- WHAT THIS TASK INVOLVES -
Lines from the beginning of the data below through the one containing "Annotate the screenshot" are to be printed exactly as they appear.

Collected data
--------------------

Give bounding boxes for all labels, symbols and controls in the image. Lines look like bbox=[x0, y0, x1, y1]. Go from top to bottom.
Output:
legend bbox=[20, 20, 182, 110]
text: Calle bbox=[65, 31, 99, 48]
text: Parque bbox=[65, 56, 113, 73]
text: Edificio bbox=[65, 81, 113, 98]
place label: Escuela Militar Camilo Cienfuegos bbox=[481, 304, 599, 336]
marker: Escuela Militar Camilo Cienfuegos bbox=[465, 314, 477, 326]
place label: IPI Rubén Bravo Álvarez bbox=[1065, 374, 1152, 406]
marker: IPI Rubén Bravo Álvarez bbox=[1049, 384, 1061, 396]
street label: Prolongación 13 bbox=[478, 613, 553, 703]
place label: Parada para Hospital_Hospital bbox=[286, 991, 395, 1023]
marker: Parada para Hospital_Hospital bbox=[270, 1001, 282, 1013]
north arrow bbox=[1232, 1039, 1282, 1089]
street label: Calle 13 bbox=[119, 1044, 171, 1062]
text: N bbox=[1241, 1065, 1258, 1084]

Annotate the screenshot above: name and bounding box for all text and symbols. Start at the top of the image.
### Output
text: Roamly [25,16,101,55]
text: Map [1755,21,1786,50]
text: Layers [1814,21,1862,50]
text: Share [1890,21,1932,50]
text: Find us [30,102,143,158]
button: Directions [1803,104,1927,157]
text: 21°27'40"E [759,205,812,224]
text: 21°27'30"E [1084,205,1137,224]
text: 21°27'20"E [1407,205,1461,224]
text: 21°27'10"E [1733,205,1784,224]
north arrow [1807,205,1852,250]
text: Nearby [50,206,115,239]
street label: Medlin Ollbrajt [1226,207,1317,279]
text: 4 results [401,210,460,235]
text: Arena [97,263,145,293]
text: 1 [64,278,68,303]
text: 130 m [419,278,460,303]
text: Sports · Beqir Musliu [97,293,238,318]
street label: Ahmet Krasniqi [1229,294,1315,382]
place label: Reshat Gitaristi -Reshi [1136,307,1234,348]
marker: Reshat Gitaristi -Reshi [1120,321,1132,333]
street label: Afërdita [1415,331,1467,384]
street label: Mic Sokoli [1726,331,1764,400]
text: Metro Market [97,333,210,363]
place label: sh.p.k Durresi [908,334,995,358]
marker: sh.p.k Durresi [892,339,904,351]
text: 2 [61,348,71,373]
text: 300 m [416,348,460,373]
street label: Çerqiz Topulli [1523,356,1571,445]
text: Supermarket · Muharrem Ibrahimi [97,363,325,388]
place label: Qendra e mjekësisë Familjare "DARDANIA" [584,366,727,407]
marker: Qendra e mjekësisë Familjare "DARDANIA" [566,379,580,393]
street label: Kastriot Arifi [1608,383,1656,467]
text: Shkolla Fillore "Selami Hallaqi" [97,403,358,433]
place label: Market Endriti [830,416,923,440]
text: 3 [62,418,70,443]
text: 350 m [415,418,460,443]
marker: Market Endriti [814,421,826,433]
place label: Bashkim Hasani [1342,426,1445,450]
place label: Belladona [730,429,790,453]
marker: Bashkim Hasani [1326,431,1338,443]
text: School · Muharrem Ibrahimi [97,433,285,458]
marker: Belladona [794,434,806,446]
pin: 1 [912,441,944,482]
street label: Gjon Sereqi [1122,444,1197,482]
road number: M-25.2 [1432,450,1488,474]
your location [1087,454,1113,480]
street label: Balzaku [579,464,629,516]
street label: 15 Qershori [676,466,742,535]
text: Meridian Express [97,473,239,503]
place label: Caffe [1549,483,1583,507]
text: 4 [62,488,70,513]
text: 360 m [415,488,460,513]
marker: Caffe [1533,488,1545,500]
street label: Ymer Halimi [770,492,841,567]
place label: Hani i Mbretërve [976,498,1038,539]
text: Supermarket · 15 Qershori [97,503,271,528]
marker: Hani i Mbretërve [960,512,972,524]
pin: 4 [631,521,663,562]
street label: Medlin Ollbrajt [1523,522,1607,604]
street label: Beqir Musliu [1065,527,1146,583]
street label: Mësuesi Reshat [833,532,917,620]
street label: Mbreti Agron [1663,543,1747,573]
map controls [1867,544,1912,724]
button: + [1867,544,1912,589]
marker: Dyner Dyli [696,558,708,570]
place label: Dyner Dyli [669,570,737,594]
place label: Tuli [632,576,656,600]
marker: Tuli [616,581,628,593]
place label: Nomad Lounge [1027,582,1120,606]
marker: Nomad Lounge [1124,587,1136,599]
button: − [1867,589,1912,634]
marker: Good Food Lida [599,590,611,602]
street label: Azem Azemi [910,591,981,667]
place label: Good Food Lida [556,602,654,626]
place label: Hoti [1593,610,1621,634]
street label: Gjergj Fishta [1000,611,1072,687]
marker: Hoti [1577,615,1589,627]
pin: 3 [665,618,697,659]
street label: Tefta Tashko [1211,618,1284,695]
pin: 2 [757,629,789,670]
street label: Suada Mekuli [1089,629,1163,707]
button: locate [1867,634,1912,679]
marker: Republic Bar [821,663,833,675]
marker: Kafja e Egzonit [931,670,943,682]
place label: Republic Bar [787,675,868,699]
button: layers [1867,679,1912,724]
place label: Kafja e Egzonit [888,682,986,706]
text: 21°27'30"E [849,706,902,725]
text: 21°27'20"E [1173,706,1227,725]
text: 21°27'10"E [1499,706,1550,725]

--------------------

- OUTPUT FOR THIS TASK -
Give bounding boxes for all labels, symbols and controls in the image. Lines look like bbox=[x0, y0, x1, y1]. Go from top to bottom.
Output:
legend bbox=[20, 20, 182, 110]
text: Calle bbox=[65, 31, 99, 48]
text: Parque bbox=[65, 56, 113, 73]
text: Edificio bbox=[65, 81, 113, 98]
place label: Escuela Militar Camilo Cienfuegos bbox=[481, 304, 599, 336]
marker: Escuela Militar Camilo Cienfuegos bbox=[465, 314, 477, 326]
place label: IPI Rubén Bravo Álvarez bbox=[1065, 374, 1152, 406]
marker: IPI Rubén Bravo Álvarez bbox=[1049, 384, 1061, 396]
street label: Prolongación 13 bbox=[478, 613, 553, 703]
place label: Parada para Hospital_Hospital bbox=[286, 991, 395, 1023]
marker: Parada para Hospital_Hospital bbox=[270, 1001, 282, 1013]
north arrow bbox=[1232, 1039, 1282, 1089]
street label: Calle 13 bbox=[119, 1044, 171, 1062]
text: N bbox=[1241, 1065, 1258, 1084]

Annotate the screenshot above: name and bounding box for all text and symbols. Start at the top of the image.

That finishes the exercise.